VERDICT: Whatever makes you happy, really.


Is it appropriate for humanities majors to complain about their work load?



Best place to take a little nap on campus?

Emily: I don’t really nap, so I’m gonna defer to Elle on this one.

Elle: I’ve always found the seats they have in the Apollo Theatre to be conducive to really good rest. The entrance fee’s a little pricey, usually clocking in at around five dollars for a 1.5–2-hour stay, but they lower the lights to a comfortable level and there’s always some sort of white noise playing. I’d say that the same applies to lecture hall seating, but unfortunately they’ve always got these harsh overheads on and the subzero temperatures make you feel like you’re napping in a cell at Guantanamo.    

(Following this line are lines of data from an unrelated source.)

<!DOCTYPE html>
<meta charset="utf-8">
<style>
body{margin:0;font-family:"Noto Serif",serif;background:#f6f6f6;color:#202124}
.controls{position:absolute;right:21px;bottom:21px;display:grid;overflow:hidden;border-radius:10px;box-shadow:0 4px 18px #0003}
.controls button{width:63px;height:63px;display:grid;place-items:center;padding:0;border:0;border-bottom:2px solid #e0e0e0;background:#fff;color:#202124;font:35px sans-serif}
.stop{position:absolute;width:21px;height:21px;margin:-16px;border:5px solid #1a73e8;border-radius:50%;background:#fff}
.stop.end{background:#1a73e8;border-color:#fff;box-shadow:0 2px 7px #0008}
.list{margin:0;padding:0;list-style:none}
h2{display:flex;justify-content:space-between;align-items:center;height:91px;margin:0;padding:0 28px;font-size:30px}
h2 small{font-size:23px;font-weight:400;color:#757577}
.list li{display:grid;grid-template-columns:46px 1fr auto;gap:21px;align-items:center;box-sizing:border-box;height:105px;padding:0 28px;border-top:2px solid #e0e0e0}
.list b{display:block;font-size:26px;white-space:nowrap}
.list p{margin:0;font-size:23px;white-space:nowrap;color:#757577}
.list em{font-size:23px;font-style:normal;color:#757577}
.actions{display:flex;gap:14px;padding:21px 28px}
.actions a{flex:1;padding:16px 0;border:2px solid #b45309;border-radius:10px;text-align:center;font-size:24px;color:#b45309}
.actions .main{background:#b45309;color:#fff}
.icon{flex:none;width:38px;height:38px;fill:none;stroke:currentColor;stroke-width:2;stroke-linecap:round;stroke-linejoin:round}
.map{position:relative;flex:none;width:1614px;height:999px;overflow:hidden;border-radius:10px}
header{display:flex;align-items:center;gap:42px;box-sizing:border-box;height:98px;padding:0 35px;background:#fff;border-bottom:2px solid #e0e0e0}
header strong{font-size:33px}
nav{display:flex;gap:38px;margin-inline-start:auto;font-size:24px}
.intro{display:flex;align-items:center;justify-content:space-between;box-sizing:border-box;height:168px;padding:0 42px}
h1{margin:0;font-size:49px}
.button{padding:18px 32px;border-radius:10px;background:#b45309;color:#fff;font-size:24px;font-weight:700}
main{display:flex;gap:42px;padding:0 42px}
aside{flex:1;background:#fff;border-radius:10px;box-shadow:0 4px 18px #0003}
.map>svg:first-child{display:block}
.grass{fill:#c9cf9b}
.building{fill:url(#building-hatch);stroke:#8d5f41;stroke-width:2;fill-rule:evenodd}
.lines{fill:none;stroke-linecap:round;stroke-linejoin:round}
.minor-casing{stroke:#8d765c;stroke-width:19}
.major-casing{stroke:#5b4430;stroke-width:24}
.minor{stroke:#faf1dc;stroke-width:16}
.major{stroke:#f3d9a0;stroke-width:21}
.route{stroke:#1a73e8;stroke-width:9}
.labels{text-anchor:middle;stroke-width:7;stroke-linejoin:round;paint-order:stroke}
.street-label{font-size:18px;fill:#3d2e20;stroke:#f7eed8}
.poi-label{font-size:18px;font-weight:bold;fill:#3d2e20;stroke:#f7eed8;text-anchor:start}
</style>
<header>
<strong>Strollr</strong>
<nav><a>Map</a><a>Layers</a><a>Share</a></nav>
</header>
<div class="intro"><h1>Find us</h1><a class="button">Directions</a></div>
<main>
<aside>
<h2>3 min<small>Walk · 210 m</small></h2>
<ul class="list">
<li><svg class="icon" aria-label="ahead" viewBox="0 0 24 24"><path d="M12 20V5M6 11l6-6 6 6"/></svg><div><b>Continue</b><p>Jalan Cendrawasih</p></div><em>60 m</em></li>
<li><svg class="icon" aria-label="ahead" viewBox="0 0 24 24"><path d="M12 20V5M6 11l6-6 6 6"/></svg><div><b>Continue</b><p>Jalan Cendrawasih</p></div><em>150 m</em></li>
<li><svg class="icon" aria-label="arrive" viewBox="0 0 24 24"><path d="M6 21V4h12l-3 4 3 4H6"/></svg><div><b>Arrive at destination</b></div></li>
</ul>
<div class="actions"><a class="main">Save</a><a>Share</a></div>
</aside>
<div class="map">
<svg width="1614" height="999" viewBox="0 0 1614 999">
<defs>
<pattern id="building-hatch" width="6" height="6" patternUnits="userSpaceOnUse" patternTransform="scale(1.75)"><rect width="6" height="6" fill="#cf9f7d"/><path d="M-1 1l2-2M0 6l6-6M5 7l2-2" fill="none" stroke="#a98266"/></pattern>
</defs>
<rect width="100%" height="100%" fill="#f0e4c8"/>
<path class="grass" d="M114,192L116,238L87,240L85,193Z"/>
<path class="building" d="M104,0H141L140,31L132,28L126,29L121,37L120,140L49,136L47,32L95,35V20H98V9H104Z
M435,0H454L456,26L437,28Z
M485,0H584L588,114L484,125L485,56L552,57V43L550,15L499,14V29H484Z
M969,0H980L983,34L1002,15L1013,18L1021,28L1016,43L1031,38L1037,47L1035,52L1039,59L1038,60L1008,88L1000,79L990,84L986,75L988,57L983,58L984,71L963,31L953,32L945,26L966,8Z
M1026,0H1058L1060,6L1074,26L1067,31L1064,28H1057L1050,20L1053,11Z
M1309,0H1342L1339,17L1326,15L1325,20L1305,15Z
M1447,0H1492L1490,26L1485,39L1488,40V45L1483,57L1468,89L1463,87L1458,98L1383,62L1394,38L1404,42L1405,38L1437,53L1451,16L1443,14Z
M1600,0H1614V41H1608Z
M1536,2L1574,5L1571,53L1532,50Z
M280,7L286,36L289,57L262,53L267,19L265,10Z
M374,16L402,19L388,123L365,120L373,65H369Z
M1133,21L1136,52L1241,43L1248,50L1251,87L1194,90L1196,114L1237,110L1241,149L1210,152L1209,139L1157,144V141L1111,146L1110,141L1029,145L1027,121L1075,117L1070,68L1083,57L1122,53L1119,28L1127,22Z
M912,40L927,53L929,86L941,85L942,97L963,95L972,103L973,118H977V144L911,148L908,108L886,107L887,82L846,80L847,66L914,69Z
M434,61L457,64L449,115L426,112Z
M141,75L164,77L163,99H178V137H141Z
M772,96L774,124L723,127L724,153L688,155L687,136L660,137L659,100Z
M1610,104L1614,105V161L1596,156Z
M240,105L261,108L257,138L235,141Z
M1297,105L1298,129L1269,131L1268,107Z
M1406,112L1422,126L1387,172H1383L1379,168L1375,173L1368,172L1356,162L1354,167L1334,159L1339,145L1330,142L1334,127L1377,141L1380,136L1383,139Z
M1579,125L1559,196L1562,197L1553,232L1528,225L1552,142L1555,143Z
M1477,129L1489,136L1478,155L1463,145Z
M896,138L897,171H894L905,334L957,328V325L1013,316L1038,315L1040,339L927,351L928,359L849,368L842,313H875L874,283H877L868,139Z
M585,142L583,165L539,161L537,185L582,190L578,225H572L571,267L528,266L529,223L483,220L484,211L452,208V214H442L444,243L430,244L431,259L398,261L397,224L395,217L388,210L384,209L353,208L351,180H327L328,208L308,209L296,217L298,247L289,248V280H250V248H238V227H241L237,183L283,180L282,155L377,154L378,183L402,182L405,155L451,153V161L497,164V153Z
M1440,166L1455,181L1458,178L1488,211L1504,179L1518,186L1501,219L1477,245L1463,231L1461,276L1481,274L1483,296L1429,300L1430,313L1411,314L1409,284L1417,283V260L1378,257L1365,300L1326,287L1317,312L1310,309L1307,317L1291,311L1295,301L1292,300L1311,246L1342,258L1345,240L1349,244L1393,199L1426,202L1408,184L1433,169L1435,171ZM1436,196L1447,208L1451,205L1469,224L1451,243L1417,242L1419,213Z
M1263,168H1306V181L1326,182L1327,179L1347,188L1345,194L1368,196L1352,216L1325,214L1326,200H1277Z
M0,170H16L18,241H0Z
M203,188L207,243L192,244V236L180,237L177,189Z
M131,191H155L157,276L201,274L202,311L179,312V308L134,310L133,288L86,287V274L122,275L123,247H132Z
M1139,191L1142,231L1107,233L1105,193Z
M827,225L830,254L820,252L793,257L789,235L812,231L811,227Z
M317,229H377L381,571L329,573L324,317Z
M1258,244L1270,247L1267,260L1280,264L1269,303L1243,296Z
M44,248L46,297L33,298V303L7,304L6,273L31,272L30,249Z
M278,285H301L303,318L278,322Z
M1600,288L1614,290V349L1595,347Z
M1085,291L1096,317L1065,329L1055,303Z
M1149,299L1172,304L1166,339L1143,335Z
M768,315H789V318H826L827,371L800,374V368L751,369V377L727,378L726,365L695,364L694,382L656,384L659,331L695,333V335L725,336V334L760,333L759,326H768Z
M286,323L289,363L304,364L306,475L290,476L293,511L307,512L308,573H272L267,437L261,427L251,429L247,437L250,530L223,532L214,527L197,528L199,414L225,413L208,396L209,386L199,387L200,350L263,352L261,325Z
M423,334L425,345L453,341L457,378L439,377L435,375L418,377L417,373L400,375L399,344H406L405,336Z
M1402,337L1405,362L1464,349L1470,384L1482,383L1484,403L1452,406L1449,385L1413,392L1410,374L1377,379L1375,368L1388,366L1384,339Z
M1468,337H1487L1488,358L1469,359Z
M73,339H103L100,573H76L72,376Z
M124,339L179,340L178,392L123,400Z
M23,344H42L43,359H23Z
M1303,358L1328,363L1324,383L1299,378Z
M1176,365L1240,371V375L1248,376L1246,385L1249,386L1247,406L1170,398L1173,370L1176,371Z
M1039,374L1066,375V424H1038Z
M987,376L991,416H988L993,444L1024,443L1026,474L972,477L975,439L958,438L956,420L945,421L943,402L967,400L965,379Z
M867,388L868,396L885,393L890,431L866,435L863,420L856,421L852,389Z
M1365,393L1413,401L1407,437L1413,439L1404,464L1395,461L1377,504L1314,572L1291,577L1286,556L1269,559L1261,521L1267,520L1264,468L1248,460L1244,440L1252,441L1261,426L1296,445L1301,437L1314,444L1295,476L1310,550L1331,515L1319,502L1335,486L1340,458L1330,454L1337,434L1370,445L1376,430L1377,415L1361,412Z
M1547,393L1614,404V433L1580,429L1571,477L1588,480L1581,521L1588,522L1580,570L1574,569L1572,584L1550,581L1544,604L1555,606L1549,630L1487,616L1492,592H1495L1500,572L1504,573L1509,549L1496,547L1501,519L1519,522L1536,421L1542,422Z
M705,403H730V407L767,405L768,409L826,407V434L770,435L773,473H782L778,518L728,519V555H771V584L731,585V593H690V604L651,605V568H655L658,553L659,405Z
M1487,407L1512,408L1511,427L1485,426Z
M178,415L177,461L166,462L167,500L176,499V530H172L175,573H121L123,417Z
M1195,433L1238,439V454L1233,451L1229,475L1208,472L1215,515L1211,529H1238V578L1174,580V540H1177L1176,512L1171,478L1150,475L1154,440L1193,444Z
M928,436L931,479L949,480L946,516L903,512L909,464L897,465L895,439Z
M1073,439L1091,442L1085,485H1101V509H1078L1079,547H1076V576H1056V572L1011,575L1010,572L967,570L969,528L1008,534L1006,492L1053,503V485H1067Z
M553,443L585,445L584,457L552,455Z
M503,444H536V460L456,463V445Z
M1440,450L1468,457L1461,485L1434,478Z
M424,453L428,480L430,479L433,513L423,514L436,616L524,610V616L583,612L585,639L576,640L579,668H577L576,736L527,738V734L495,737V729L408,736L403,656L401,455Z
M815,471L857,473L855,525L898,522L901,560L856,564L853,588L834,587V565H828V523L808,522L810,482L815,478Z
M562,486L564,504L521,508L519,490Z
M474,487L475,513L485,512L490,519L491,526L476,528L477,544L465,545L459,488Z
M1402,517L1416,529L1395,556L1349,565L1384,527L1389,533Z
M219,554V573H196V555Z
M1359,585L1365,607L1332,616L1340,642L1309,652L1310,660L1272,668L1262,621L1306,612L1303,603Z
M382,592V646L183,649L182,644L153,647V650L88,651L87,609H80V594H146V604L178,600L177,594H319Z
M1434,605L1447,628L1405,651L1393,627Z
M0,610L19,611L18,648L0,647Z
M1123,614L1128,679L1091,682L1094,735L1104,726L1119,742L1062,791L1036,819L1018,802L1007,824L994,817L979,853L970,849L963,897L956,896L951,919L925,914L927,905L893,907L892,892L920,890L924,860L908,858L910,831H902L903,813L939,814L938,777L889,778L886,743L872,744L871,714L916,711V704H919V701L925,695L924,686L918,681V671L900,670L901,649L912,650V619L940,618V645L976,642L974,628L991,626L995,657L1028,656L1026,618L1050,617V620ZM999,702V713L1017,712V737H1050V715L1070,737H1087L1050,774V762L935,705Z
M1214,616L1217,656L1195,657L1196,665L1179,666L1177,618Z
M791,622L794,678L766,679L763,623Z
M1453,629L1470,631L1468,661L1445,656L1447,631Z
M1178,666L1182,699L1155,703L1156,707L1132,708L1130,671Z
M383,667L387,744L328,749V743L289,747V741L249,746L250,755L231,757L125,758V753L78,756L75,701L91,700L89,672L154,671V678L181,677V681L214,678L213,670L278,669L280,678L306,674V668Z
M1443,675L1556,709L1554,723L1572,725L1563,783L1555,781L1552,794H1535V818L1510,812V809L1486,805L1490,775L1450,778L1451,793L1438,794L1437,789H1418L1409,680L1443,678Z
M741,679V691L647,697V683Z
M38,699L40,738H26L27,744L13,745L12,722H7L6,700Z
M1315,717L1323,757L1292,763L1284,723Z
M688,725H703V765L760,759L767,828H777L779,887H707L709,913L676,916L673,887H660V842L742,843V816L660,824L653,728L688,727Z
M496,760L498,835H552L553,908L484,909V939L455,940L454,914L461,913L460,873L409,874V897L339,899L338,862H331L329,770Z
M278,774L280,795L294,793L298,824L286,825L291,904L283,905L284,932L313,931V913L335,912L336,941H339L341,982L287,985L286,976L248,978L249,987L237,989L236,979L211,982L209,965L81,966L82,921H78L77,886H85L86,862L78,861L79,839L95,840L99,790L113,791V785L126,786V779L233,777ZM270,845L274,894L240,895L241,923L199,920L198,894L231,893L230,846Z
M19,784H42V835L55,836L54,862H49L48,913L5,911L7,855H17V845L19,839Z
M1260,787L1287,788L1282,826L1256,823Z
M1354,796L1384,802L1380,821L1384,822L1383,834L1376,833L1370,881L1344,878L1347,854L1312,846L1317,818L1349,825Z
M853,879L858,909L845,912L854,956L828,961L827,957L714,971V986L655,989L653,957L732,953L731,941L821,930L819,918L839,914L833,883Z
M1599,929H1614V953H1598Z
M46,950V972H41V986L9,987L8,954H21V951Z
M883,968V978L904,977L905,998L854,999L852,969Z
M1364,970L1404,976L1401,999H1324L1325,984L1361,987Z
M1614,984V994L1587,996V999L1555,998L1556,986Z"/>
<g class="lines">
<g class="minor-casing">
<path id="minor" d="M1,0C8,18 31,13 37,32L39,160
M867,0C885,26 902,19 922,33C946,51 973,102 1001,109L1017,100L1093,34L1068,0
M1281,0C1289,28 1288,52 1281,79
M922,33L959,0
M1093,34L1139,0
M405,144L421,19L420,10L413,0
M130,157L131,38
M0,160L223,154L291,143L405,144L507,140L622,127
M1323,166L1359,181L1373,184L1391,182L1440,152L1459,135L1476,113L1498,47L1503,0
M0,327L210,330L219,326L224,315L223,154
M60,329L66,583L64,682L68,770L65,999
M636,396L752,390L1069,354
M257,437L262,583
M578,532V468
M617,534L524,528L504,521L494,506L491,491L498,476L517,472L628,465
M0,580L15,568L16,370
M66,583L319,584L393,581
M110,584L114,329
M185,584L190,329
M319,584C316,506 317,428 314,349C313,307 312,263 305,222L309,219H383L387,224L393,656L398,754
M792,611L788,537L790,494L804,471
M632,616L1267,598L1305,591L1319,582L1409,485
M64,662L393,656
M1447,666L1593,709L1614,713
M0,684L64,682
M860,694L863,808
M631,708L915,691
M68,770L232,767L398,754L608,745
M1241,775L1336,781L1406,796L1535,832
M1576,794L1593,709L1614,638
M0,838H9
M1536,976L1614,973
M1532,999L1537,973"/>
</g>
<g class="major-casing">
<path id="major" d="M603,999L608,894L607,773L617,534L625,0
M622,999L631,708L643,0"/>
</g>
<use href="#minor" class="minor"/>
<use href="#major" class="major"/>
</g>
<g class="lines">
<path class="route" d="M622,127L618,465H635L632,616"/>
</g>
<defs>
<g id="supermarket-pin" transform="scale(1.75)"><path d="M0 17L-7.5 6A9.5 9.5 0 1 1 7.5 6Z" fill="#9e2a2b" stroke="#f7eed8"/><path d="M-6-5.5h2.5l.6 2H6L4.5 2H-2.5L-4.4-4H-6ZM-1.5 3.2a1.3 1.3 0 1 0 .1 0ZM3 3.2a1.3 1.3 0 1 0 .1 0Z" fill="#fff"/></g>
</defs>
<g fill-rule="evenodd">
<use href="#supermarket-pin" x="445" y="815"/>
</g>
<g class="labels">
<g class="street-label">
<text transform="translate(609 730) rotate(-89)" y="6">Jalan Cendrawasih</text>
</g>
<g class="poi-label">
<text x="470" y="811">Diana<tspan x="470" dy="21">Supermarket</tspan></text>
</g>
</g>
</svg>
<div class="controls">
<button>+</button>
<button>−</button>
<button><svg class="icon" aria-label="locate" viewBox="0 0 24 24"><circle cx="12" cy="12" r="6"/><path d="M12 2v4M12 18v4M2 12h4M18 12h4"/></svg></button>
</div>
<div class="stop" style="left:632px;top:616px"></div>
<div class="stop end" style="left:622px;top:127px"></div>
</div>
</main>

What does my grade actually look like?

Emily: I really don’t know. My professors haven’t uploaded them and won’t until final grades are required to be posted. Guess I’ll find out in December? I could consult a crystal ball or something, but that would be a lot of work.

Elle: At this point, checking my grades feels a bit like ringing the doorbell when the house is on fire.  

VERDICT: We really don’t know either.


Does anyone actually care about my thoughts on this book in my class? Anybody?

Well, it depends … have you actually read the book? While people who read the things they talk about usually but not always have a better grasp on the subject matter, their conclusions are rarely as interesting, and they’re less prone to making massive generalizations, which tend to keep the conversation going — as opposed to specific, nuanced questions, which tend to stifle creative thought.

VERDICT: If you want people to care about what you have to say, stick to blissful ignorance. If you don’t mind that no one’s listening, you have to put in the work.